++++ SUPPLIED MATERIAL ++++
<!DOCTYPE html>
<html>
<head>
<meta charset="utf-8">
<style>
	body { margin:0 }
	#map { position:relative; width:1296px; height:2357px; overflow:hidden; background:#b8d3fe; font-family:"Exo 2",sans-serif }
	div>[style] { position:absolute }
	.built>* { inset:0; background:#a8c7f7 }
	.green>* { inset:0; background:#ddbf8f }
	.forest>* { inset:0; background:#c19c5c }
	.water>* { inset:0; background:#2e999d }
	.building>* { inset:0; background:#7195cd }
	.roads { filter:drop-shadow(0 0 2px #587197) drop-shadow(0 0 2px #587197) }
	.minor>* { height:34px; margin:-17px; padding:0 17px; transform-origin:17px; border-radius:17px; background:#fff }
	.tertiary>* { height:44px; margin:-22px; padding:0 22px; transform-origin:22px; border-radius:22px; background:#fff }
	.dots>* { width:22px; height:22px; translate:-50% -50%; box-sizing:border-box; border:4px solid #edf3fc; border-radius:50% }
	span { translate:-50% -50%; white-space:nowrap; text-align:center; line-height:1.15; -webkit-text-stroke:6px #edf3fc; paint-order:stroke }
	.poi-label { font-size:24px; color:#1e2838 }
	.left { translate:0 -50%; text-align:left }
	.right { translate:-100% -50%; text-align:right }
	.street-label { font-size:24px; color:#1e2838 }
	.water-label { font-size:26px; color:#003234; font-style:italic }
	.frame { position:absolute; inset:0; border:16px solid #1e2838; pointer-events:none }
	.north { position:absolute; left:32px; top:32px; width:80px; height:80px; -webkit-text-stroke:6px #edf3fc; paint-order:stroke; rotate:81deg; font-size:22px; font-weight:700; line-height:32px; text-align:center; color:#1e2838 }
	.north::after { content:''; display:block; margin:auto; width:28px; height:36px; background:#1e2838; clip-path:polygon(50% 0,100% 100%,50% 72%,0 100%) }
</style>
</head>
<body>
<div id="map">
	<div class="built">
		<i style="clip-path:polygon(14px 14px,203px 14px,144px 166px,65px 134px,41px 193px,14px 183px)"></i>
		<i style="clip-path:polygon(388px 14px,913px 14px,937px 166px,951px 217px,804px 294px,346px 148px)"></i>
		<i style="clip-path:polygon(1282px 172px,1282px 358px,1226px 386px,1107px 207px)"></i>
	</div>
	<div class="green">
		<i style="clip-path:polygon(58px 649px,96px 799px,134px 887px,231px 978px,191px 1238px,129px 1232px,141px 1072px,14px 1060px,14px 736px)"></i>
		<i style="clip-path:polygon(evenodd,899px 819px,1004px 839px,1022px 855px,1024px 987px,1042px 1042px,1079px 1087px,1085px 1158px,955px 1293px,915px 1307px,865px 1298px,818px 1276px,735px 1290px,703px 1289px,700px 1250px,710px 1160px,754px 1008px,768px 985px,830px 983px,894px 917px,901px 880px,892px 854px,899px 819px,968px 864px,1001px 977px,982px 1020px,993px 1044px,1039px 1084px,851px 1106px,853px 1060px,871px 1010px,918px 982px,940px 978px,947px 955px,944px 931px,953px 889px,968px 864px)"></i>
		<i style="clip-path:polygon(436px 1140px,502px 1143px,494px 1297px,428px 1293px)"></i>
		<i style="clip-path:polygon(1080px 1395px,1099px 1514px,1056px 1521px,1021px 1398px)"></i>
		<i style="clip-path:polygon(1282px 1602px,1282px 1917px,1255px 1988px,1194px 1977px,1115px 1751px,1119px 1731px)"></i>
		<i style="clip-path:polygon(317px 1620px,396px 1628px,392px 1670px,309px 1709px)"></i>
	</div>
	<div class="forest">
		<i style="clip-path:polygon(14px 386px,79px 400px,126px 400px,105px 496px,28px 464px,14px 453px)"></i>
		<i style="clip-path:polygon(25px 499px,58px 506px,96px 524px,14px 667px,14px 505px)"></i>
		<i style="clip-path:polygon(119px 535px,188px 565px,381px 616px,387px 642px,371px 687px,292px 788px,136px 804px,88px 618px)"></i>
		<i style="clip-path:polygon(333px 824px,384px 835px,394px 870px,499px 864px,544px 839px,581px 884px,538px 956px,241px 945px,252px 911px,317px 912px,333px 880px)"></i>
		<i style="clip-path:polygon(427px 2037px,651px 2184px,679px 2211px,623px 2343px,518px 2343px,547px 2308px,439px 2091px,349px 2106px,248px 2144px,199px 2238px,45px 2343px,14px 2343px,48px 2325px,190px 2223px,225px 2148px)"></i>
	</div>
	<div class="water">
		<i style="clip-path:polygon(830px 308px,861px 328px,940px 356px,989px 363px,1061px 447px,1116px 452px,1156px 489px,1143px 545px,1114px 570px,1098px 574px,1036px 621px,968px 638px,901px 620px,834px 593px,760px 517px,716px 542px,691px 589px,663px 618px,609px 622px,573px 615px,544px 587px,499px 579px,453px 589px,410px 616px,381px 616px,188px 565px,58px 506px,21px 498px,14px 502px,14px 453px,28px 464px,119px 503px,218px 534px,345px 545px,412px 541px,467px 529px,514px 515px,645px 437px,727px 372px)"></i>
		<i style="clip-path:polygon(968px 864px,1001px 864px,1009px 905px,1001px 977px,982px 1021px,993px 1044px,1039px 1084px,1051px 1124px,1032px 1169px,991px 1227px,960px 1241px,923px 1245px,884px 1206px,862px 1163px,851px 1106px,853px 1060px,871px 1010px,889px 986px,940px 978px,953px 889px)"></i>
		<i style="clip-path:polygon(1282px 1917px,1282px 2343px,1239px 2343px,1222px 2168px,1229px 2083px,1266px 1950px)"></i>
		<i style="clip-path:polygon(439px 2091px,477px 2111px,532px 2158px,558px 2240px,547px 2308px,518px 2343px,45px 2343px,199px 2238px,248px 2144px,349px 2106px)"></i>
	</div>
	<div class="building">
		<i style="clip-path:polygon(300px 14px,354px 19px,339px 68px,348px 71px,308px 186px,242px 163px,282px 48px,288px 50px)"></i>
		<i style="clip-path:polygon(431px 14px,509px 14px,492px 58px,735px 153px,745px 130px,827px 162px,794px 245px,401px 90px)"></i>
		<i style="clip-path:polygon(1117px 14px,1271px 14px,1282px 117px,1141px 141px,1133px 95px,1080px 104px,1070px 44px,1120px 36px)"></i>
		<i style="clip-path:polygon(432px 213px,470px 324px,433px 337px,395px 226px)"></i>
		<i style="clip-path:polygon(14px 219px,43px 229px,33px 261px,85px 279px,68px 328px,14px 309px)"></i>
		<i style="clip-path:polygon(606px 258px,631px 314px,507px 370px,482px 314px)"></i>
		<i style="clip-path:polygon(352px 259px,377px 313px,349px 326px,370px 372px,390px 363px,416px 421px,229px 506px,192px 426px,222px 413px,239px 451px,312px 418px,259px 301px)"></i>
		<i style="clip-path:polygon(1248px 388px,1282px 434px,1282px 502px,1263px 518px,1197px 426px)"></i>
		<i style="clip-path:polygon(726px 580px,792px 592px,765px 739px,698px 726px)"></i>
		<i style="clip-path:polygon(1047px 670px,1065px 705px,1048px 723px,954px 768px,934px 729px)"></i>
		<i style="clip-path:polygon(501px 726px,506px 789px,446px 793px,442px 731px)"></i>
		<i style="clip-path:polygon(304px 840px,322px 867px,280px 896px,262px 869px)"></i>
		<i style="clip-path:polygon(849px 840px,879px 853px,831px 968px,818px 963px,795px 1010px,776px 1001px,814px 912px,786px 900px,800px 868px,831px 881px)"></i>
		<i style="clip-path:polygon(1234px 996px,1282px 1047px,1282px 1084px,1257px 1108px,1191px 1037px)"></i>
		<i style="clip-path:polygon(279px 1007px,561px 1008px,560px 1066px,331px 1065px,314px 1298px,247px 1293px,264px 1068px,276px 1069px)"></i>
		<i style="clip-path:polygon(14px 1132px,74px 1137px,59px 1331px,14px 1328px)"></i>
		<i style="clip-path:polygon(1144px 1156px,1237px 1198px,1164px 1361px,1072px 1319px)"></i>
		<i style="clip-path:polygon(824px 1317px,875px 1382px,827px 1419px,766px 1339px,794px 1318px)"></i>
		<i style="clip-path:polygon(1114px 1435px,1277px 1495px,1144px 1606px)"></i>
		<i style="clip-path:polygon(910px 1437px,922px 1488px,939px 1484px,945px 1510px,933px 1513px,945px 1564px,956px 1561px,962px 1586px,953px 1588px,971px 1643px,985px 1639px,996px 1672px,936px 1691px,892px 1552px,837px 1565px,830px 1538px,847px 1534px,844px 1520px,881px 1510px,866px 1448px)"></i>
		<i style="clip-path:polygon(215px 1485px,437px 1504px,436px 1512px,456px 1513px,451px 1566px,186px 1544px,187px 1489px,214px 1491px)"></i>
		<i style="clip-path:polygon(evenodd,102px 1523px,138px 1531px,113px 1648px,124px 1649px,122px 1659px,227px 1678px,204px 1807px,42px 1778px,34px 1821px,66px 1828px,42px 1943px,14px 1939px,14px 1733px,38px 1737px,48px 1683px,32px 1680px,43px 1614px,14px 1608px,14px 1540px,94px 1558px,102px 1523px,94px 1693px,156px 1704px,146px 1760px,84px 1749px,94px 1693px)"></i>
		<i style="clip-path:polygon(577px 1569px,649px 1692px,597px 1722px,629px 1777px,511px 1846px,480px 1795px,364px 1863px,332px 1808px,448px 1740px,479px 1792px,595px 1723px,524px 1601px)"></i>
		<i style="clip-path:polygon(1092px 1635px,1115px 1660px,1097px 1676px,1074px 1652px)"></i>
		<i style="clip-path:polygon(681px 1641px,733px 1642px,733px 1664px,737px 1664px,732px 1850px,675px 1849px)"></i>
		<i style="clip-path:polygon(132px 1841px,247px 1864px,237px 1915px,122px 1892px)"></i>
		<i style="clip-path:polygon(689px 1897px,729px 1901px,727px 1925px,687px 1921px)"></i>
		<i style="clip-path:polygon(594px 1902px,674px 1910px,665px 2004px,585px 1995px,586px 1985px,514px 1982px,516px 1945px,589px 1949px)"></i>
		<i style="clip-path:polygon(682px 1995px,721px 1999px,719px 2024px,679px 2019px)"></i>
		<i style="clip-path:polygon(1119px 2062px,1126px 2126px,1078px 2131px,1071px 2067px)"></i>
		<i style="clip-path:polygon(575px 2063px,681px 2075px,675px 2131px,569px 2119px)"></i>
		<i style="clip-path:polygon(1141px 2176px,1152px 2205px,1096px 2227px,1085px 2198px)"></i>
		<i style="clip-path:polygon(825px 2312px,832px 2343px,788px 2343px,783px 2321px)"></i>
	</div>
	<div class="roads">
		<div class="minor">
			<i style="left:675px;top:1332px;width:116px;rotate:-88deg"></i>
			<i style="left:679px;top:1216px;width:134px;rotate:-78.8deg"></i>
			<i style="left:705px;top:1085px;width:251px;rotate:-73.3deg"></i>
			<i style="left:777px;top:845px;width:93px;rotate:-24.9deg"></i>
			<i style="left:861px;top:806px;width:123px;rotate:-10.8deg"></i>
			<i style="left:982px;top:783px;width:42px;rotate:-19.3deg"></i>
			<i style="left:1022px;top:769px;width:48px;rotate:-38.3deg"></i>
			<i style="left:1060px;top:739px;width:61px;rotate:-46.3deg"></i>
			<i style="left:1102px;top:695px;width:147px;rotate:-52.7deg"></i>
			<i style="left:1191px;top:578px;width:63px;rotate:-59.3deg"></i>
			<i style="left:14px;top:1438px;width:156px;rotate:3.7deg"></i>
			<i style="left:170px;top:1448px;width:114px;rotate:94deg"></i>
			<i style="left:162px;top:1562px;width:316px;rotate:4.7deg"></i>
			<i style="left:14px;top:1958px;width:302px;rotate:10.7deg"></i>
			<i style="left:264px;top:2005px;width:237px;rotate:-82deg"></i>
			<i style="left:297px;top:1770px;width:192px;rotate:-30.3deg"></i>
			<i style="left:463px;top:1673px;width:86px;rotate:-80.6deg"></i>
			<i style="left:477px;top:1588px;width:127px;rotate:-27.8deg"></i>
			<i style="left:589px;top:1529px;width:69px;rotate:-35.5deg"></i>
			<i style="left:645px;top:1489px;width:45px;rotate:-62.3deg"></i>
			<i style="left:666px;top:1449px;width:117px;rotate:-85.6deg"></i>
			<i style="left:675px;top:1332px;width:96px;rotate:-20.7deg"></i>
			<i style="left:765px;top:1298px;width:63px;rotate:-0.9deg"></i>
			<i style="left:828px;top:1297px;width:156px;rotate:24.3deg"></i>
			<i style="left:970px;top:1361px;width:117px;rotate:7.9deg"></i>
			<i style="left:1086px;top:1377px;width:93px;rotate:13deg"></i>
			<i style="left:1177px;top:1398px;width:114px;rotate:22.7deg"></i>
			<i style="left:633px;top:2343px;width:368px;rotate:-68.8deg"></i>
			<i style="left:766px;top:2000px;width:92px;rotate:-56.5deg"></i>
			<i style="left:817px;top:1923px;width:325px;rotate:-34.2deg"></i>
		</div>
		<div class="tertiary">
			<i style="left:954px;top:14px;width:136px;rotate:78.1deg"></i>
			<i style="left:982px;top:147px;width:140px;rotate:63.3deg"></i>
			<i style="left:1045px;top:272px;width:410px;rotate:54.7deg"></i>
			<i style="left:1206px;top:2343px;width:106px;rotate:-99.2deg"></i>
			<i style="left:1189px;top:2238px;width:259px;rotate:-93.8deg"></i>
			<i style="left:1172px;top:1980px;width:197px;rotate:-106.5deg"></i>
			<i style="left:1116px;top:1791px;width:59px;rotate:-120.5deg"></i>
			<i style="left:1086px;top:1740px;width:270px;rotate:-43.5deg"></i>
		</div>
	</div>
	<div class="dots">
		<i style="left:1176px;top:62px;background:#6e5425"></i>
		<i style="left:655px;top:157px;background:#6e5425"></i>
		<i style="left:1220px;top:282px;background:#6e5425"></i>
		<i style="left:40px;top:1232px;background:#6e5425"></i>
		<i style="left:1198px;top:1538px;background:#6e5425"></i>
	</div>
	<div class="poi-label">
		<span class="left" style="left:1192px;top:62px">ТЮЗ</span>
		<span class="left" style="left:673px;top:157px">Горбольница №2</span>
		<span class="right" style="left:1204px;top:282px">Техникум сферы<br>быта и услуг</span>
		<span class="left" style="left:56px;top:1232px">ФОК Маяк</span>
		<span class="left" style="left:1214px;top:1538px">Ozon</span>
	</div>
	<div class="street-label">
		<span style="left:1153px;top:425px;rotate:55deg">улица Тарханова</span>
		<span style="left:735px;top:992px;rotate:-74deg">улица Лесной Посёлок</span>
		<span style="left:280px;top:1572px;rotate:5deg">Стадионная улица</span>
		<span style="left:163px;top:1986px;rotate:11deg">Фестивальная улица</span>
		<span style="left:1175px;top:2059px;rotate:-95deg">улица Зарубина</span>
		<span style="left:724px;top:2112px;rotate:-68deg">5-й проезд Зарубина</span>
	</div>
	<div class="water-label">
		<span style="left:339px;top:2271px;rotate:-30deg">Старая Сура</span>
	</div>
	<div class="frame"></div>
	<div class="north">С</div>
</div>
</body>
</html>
++++
## ASSIGNED TASK:
Return only the lines between the one holding "position:relative; width:1296px; height:2357px;" and the one holding "translate:-100% -50%; text-align:right", inclusive, exactly as they appear above.

## WRITTEN ANSWER:
	#map { position:relative; width:1296px; height:2357px; overflow:hidden; background:#b8d3fe; font-family:"Exo 2",sans-serif }
	div>[style] { position:absolute }
	.built>* { inset:0; background:#a8c7f7 }
	.green>* { inset:0; background:#ddbf8f }
	.forest>* { inset:0; background:#c19c5c }
	.water>* { inset:0; background:#2e999d }
	.building>* { inset:0; background:#7195cd }
	.roads { filter:drop-shadow(0 0 2px #587197) drop-shadow(0 0 2px #587197) }
	.minor>* { height:34px; margin:-17px; padding:0 17px; transform-origin:17px; border-radius:17px; background:#fff }
	.tertiary>* { height:44px; margin:-22px; padding:0 22px; transform-origin:22px; border-radius:22px; background:#fff }
	.dots>* { width:22px; height:22px; translate:-50% -50%; box-sizing:border-box; border:4px solid #edf3fc; border-radius:50% }
	span { translate:-50% -50%; white-space:nowrap; text-align:center; line-height:1.15; -webkit-text-stroke:6px #edf3fc; paint-order:stroke }
	.poi-label { font-size:24px; color:#1e2838 }
	.left { translate:0 -50%; text-align:left }
	.right { translate:-100% -50%; text-align:right }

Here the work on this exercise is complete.